Inspired by the life and writings of Mark O’Brien — a polio-stricken but determined journalist and poet confined to an iron lung since age six — “The Sessions” offers a less comprehensive look at O’Brien’s life than Jessica Yu‘s excellent documentary “Breathing Lessons,” but instead focuses on a small sliver of his life and living. In 1988, O’Brien, then 38, made a decision to explore his own sexuality — despite his paralysis — in part inspired by his research into a story on sex and disability. Unsure about his ability to forge a relationship — and concerned, as he puts it to his Catholic Priest and confessor, that he’s “approaching his use-by date,” O’Brien looks into hiring a sex surrogate. The surrogate, Cheryl Cohen Greene, explains that she’s not a prostitute, but a therapist — she and Mark will have six sessions, and then terminate their relationship. It sounds complex. It gets more so.
Written and directed by Ben Lewin — himself a polio survivor — “The Sessions” sounds like standard-issue inspirational bio-pic stuff, and to a certain point it is. But two things make “The Sessions” stand out. One is the level of acting; O’Brien is played by John Hawkes, Cohen Greene by Helen Hunt, and Father Brendan by William H. Macy. These three actors, to be sure, could adapt the classified ads and be riveting, but they each take the right approach to this material; neither melodramatic nor too underplayed, not without humor and not without gravity.

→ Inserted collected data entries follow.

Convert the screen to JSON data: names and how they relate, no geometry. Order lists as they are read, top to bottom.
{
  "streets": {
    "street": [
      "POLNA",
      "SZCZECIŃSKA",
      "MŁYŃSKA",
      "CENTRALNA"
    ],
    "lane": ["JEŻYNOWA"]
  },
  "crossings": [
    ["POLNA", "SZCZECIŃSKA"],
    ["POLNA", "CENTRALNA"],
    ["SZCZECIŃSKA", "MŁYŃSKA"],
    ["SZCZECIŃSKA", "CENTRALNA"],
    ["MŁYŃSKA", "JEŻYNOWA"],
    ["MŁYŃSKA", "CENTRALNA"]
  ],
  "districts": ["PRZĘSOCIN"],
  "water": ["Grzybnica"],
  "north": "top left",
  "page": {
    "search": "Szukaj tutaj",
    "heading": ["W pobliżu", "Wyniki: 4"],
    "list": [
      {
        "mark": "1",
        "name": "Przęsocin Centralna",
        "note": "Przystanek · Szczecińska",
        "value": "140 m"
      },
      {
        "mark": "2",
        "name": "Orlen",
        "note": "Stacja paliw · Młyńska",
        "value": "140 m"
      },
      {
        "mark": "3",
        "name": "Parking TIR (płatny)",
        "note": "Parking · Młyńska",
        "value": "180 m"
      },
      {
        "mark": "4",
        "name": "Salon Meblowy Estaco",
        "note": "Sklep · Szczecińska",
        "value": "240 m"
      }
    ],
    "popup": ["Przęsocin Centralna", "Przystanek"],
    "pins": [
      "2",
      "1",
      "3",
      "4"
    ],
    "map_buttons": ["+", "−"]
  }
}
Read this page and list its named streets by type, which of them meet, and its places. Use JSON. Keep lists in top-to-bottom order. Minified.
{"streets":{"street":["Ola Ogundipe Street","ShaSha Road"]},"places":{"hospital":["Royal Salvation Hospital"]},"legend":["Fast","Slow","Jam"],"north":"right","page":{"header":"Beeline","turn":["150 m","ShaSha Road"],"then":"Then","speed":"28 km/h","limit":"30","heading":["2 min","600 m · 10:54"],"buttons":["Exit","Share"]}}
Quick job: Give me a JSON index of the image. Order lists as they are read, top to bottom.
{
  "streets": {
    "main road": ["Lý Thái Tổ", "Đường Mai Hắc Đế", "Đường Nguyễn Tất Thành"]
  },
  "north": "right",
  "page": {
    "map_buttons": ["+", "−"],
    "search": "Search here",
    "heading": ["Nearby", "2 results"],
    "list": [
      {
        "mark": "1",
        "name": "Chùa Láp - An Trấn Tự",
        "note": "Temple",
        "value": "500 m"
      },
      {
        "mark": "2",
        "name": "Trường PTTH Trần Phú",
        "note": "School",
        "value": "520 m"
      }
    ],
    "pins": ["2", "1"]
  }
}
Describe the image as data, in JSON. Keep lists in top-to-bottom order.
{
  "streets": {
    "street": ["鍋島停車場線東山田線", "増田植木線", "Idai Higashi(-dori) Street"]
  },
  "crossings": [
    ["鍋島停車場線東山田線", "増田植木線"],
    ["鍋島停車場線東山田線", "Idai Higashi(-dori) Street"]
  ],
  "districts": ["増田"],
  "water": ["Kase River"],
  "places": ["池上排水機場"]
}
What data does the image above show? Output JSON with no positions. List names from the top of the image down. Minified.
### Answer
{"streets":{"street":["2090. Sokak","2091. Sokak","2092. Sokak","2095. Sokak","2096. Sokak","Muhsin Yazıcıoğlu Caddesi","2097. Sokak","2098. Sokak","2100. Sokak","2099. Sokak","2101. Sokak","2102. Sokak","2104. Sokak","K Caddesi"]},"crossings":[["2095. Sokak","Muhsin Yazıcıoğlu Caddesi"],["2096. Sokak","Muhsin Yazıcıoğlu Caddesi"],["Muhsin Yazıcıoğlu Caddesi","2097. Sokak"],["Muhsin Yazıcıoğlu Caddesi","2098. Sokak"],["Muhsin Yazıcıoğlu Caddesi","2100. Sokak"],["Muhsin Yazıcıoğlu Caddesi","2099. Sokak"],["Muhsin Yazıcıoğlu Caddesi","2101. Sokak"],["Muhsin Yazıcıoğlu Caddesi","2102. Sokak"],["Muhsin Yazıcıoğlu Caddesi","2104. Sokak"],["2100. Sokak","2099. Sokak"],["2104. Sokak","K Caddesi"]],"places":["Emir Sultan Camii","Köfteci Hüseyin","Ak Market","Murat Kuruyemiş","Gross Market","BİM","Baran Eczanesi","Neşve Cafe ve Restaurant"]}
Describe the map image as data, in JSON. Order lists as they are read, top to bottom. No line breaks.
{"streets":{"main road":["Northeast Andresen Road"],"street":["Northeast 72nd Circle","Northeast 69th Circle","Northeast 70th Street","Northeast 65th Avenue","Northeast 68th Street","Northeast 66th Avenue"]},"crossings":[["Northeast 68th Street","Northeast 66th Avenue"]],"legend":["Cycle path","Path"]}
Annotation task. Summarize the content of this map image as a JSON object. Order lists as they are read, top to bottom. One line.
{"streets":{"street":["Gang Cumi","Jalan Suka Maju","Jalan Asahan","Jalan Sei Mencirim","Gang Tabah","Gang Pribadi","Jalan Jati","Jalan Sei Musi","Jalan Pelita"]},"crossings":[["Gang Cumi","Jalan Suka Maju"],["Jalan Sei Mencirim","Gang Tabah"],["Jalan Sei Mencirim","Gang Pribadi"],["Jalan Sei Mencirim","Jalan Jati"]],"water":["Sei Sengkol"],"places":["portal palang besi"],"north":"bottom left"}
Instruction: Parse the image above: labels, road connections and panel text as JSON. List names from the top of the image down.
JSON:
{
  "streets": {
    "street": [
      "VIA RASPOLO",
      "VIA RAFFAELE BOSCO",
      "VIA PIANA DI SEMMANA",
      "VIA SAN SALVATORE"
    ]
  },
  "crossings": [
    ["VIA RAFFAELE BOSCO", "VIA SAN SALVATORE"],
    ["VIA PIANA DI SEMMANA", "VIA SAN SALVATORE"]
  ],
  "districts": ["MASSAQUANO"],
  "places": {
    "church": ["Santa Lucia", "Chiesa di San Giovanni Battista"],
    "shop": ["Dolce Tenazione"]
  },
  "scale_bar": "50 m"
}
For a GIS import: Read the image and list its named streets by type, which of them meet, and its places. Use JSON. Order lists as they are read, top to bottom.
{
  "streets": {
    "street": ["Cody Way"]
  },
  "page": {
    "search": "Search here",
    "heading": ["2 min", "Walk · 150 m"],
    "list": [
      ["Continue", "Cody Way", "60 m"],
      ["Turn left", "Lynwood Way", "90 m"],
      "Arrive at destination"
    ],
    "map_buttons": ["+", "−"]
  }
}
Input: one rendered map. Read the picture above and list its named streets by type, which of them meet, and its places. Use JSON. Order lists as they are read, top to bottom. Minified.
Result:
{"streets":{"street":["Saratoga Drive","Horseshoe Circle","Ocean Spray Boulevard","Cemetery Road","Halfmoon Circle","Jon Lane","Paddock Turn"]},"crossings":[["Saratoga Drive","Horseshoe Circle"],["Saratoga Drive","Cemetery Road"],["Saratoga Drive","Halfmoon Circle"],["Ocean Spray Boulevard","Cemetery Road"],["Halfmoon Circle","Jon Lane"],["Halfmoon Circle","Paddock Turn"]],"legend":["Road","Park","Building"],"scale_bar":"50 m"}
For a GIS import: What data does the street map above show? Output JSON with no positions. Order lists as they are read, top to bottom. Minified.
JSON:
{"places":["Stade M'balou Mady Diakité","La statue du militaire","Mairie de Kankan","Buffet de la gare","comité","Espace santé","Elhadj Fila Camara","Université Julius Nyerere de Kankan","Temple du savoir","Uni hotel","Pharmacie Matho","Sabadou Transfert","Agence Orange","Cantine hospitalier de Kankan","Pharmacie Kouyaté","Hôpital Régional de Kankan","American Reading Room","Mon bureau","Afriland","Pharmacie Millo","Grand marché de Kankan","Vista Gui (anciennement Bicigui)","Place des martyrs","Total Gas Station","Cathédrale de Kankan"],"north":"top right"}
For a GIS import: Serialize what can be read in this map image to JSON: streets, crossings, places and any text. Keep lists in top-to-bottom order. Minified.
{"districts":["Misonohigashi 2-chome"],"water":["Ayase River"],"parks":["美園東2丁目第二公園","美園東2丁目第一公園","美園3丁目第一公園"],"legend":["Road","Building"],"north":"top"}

The other is that, while we all know sex is more than boobs and bits and butts, it also does include those things, and “The Sessions” does not hide behind euphemism or gentle cutaways, montages or misty light. Cheryl talks with Mark, supportively and sensitively, about the mechanics of what he can and cannot do, and Mark talks with Cheryl, with self-deprecation and scared caution, about his desires and his doubts. For an American film to talk about sex — never mind sex for the disabled — in an even remotely adult way is improbably rare, and you appreciate the forthrightness of the film and a here-are-the-facts approach to sex and nudity. It’s also interesting that Mark is a devout Catholic who goes to see Father Brendan before he looks into hiring Cheryl, at first to get his approval: “I was kind of hoping I could get a quote in advance.” Father Brendan takes a William H. Macy pause — perfectly timed for both comedy and drama — and says “In my heart, I think He’ll give you a pass on this one.” When it comes to sex, Mark has two barriers: His body says he can’t, and his soul says he shouldn’t, and Cheryl and Father Brendan help him with those two seemingly insurmountable problems.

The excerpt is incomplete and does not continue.